Your answer needs to include each line of the records in which the string "lane" can be found.
:: Record set ::
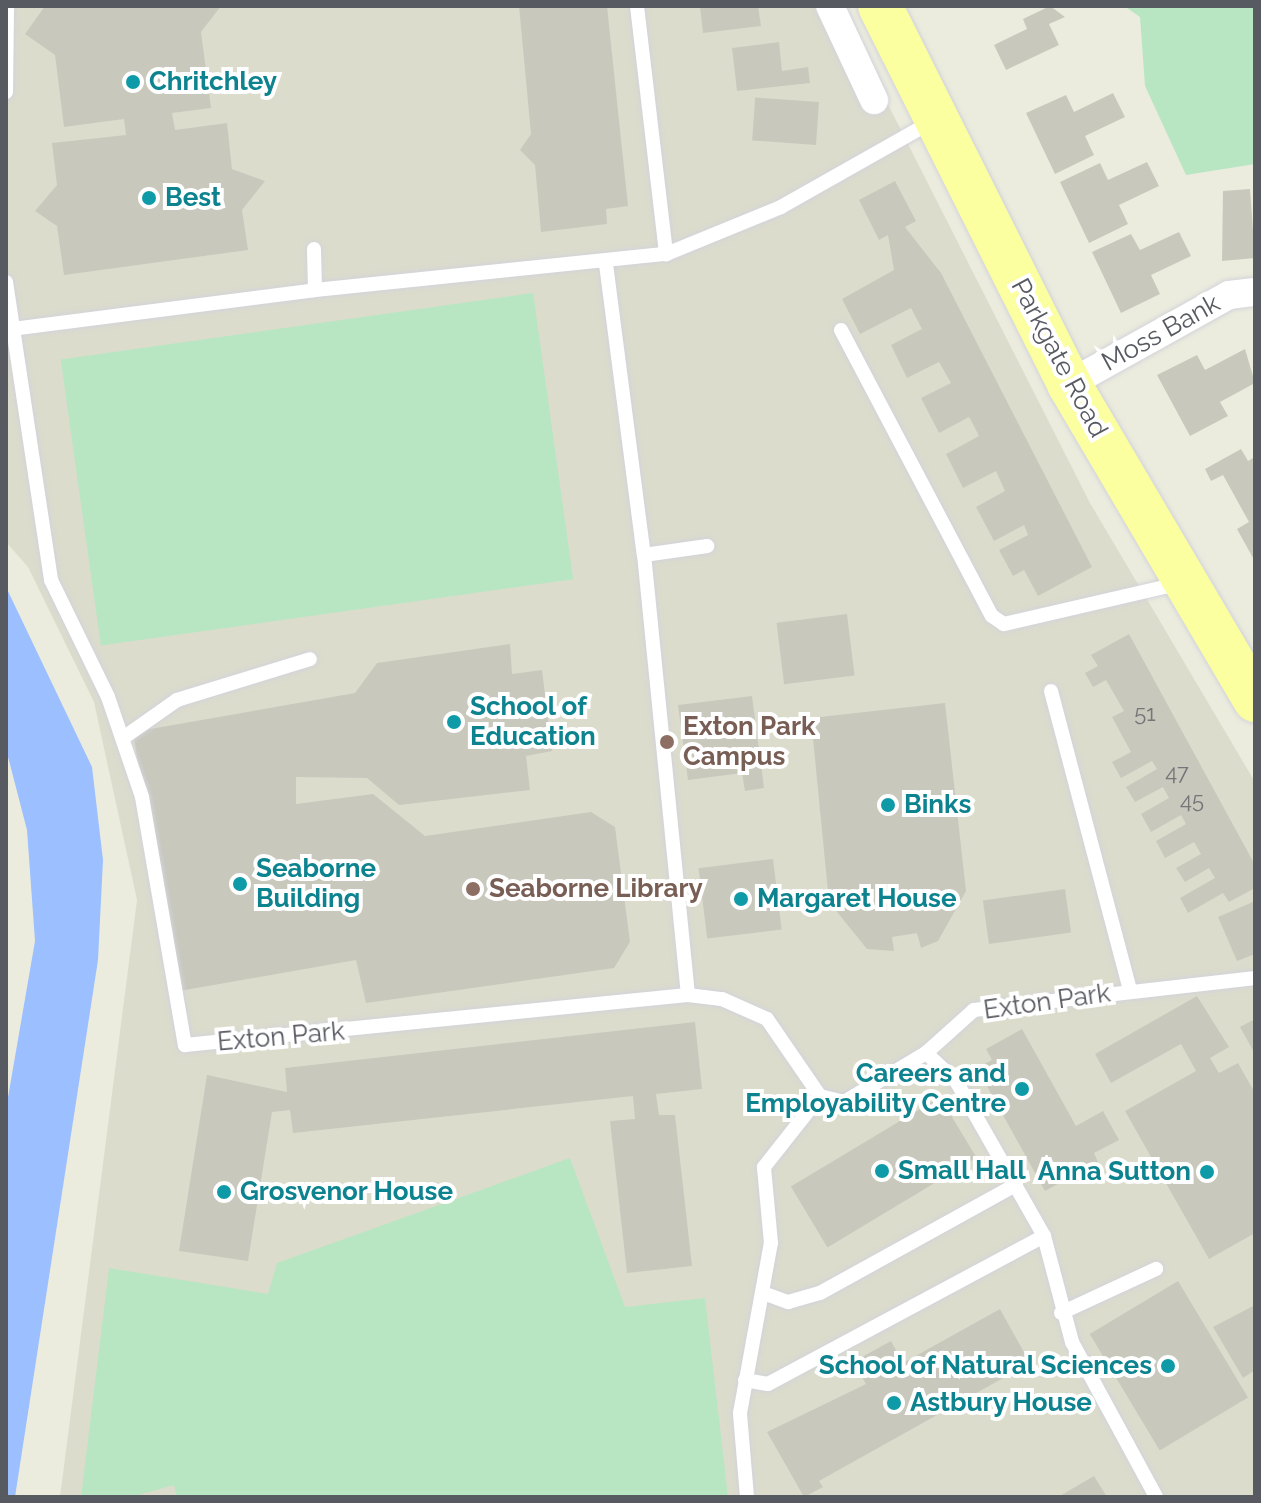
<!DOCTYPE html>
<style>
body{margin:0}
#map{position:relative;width:1261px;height:1503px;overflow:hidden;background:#ececde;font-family:Raleway,sans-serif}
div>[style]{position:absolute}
.education>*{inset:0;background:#dcdccd}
.green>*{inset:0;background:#b8e6c2;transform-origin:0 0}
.water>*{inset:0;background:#9bbfff}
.building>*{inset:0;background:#c9c8bd;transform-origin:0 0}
.roads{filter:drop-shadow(0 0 2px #d2d3da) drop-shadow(0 0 2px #d2d3da)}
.lane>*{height:14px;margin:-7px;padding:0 7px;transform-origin:7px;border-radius:7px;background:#fff}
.street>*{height:28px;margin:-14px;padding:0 14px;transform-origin:14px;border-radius:14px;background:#fff}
.primary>*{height:44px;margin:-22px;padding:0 22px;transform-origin:22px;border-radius:22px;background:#fbffa0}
.dots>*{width:22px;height:22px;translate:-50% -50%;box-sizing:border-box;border:4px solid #fff;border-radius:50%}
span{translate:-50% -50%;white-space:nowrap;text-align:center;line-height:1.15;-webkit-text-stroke:8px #fff;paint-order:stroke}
.number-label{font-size:22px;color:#747678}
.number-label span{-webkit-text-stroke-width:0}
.culture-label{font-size:26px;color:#0d838f;font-weight:700}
.left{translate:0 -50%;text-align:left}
.right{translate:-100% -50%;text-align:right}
.street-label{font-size:26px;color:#585a61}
.education-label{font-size:26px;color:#785e54;font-weight:700}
.frame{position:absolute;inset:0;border:8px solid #585a61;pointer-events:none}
</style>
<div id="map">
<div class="education">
<i style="clip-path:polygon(6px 6px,838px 6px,1090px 503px,1255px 782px,1255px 1497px,60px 1497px,137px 900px,94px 702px,28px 567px,6px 542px)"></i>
</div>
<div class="green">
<i style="clip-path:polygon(1124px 6px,1255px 6px,1255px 164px,1186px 175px,1145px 86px,1140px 17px)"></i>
<i style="left:533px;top:293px;width:289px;height:477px;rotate:82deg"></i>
<i style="clip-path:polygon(570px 1158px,625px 1307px,705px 1298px,728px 1497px,177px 1497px,174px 1485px,131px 1497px,81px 1497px,109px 1268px,268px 1294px,277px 1263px)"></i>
</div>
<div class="water">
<i style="clip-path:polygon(6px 587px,92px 767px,103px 860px,98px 960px,15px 1497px,6px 1497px,6px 1109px,35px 941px,27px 830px,6px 749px)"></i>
</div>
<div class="building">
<i style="clip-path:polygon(45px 6px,221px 6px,201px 32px,211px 108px,172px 113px,175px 130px,227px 123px,232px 169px,265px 181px,242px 210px,248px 250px,64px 275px,57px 226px,35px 211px,57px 185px,52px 143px,126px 135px,124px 119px,64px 127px,55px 55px,25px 34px)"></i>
<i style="clip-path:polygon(519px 6px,607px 6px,628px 206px,606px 209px,607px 224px,541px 232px,535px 165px,520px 150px,531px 134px)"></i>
<i style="clip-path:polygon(700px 6px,758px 6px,761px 26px,703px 33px)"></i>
<i style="clip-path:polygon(1050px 6px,1065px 17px,1049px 24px,1059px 45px,1006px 70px,994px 45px,1027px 29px,1023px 19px)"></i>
<i style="clip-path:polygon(779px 42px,782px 71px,808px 67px,810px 83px,737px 91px,732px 48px)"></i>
<i style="clip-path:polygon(1113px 93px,1125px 117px,1085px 136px,1094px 155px,1055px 174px,1026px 113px,1066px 95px,1074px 112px)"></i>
<i style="left:819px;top:102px;width:43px;height:64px;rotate:94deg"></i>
<i style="clip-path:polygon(1147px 162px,1159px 186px,1119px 205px,1128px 224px,1089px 243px,1060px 182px,1100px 163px,1108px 180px)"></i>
<i style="clip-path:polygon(895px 181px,916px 221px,905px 227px,941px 273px,1092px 567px,1038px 596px,1024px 570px,1013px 576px,999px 550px,1028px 535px,1024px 525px,994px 541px,976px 507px,1005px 491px,996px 471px,963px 488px,946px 454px,979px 436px,974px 426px,969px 417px,939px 433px,921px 398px,951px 383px,939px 362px,907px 378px,891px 345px,922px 329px,911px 308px,860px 334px,842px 299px,894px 270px,888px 235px,879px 240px,859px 200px)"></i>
<i style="clip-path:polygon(1250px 189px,1255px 258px,1222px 261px,1223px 191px)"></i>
<i style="clip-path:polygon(1179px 232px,1191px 256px,1151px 275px,1160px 294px,1121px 313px,1092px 252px,1131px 234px,1140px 250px)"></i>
<i style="clip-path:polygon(1245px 349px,1255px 383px,1220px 402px,1228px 416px,1190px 436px,1157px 375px,1197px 355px,1205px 370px)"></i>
<i style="clip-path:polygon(1241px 449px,1248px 461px,1255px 457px,1253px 558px,1237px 529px,1249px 522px,1223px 475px,1211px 481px,1205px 469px)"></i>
<i style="left:847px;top:614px;width:62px;height:71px;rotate:83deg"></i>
<i style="clip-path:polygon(1129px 634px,1255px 865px,1255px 888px,1229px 902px,1223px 893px,1188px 913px,1180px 898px,1215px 878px,1209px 868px,1185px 882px,1176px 868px,1201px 854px,1194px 842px,1165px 858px,1156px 841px,1186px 824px,1181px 815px,1151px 832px,1141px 814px,1169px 798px,1163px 787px,1135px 802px,1126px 787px,1157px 769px,1152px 761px,1121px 778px,1112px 762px,1131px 752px,1112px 717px,1124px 711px,1106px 680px,1093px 687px,1085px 673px,1098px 666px,1091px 655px)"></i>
<i style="clip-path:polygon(510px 644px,512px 674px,542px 670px,552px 751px,526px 756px,530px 790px,399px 805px,367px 778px,296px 777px,296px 804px,373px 794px,425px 836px,591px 812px,615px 827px,630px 942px,614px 968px,366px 1003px,356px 960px,174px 992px,133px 732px,355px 693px,377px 663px)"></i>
<i style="clip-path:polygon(752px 696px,764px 788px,745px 791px,742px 773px,688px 780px,678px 705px)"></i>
<i style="clip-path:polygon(945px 703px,966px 891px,938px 941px,921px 948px,917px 933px,892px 937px,894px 951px,867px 949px,829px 902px,811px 718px)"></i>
<i style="left:773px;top:859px;width:71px;height:75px;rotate:83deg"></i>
<i style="left:1065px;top:889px;width:44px;height:83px;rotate:82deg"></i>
<i style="clip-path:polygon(1255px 901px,1255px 954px,1237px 961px,1218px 917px)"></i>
<i style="clip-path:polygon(1197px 996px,1229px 1047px,1210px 1058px,1219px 1073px,1238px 1063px,1255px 1093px,1255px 1233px,1209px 1259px,1125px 1111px,1196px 1071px,1181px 1044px,1111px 1083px,1095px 1054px)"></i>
<i style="clip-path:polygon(1255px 1019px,1255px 1054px,1240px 1027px)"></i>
<i style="clip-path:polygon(695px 1022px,702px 1089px,656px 1094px,659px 1115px,675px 1115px,692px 1266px,627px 1273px,610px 1121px,635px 1119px,633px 1096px,293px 1133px,290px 1110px,272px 1112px,248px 1261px,179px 1251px,207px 1075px,287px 1092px,285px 1068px)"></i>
<i style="clip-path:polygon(1022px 1029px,1076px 1126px,1103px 1111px,1119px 1140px,1094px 1153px,1098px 1162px,1045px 1191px,977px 1068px,992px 1060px,986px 1049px)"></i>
<i style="left:940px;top:1097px;width:71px;height:174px;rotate:59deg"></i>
<i style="left:1178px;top:1281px;width:136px;height:103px;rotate:59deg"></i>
<i style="clip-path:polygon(1255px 1305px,1255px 1370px,1243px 1378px,1213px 1327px)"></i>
<i style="clip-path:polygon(1000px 1309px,1030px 1363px,819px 1481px,823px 1487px,804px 1497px,767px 1432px,866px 1384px,853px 1362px,891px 1341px,903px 1363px)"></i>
<i style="clip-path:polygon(1094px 1476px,1107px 1497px,1058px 1497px)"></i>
</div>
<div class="roads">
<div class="lane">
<i style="left:637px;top:6px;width:250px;rotate:83.3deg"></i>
<i style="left:6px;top:92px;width:86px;rotate:-89.3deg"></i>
<i style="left:606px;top:264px;width:293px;rotate:82.6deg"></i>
<i style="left:6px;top:282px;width:301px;rotate:81.4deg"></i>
<i style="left:51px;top:580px;width:130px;rotate:64deg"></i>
<i style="left:108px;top:697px;width:106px;rotate:71.2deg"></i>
<i style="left:142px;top:797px;width:252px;rotate:80.2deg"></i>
<i style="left:185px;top:1045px;width:505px;rotate:-5.68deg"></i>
<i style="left:688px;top:995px;width:34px;rotate:7deg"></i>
<i style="left:722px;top:999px;width:49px;rotate:24deg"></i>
<i style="left:767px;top:1019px;width:93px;rotate:55.5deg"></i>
<i style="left:820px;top:1096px;width:25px;rotate:14deg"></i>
<i style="left:844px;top:1102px;width:96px;rotate:-30.9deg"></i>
<i style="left:926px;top:1053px;width:64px;rotate:-41.9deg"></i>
<i style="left:974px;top:1010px;width:283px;rotate:-6.5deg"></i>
<i style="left:315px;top:290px;width:353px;rotate:-5.9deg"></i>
<i style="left:666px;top:254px;width:124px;rotate:-22.2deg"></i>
<i style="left:781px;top:207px;width:175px;rotate:-29.5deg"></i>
<i style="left:12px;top:329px;width:305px;rotate:-7.3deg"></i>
<i style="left:315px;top:290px;width:41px;rotate:-91.4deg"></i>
<i style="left:841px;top:330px;width:323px;rotate:62.2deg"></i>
<i style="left:992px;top:616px;width:14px;rotate:34deg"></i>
<i style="left:1004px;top:624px;width:182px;rotate:-13deg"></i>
<i style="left:1051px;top:691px;width:309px;rotate:75.2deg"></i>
<i style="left:123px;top:738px;width:66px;rotate:-35.1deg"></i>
<i style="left:177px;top:700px;width:139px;rotate:-17.1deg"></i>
<i style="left:688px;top:995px;width:442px;rotate:-95.7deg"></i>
<i style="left:644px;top:555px;width:64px;rotate:-8.1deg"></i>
<i style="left:926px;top:1053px;width:41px;rotate:43deg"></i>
<i style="left:956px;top:1081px;width:178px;rotate:60.4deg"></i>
<i style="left:1044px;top:1236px;width:110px;rotate:75.2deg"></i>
<i style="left:1072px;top:1342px;width:176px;rotate:61.5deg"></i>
<i style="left:763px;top:1293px;width:27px;rotate:20deg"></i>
<i style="left:788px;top:1302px;width:33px;rotate:-16deg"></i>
<i style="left:820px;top:1293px;width:224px;rotate:-28.9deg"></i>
<i style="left:1061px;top:1313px;width:105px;rotate:-24.9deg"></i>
<i style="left:745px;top:1380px;width:23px;rotate:10deg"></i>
<i style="left:768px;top:1384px;width:313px;rotate:-28.2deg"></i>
<i style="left:747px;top:1497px;width:84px;rotate:-94.8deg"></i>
<i style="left:740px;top:1413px;width:173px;rotate:-79.7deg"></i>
<i style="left:771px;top:1243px;width:76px;rotate:-95.3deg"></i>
<i style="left:764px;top:1167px;width:90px;rotate:-51.7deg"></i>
</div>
<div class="street">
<i style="left:830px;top:6px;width:104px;rotate:64.9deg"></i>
<i style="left:1069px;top:384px;width:183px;rotate:-29.1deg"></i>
<i style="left:1229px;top:295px;width:26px;rotate:-7deg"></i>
</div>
<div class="primary">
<i style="left:880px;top:6px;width:423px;rotate:63.4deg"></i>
<i style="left:1069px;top:384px;width:367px;rotate:59.5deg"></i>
</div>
</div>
<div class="dots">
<i style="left:133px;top:82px;background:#0f9aa8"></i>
<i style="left:149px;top:198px;background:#0f9aa8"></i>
<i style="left:454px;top:722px;background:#0f9aa8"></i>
<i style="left:667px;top:742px;background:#8d6e63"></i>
<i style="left:888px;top:805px;background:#0f9aa8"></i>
<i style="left:240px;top:884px;background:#0f9aa8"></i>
<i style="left:473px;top:889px;background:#8d6e63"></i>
<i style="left:741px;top:899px;background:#0f9aa8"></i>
<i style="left:1022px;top:1089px;background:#0f9aa8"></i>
<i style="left:882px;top:1171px;background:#0f9aa8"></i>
<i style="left:1207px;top:1172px;background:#0f9aa8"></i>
<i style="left:224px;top:1192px;background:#0f9aa8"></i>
<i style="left:1168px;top:1366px;background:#0f9aa8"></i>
<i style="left:894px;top:1403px;background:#0f9aa8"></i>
</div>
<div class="number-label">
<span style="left:1145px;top:714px">51</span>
<span style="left:1177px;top:773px">47</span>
<span style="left:1192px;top:801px">45</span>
</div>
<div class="culture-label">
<span class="left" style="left:149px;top:82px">Chritchley</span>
<span class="left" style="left:165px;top:198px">Best</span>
<span class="left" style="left:470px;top:722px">School of<br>Education</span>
<span class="left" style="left:904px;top:805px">Binks</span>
<span class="left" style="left:256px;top:884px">Seaborne<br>Building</span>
<span class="left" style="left:757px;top:899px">Margaret House</span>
<span class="right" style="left:1006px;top:1089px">Careers and<br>Employability Centre</span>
<span class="left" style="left:898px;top:1171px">Small Hall</span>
<span class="right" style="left:1191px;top:1172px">Anna Sutton</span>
<span class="left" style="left:240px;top:1192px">Grosvenor House</span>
<span class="right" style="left:1152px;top:1366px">School of Natural Sciences</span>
<span class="left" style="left:910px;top:1403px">Astbury House</span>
</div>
<div class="street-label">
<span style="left:1161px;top:333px;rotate:-29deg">Moss Bank</span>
<span style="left:1059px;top:358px;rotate:62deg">Parkgate Road</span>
<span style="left:1047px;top:1002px;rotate:-8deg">Exton Park</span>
<span style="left:281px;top:1037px;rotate:-5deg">Exton Park</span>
</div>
<div class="education-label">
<span class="left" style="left:683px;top:742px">Exton Park<br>Campus</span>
<span class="left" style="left:489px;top:889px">Seaborne Library</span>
</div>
<div class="frame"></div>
</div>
:::
Written solution:
.lane>*{height:14px;margin:-7px;padding:0 7px;transform-origin:7px;border-radius:7px;background:#fff}
<div class="lane">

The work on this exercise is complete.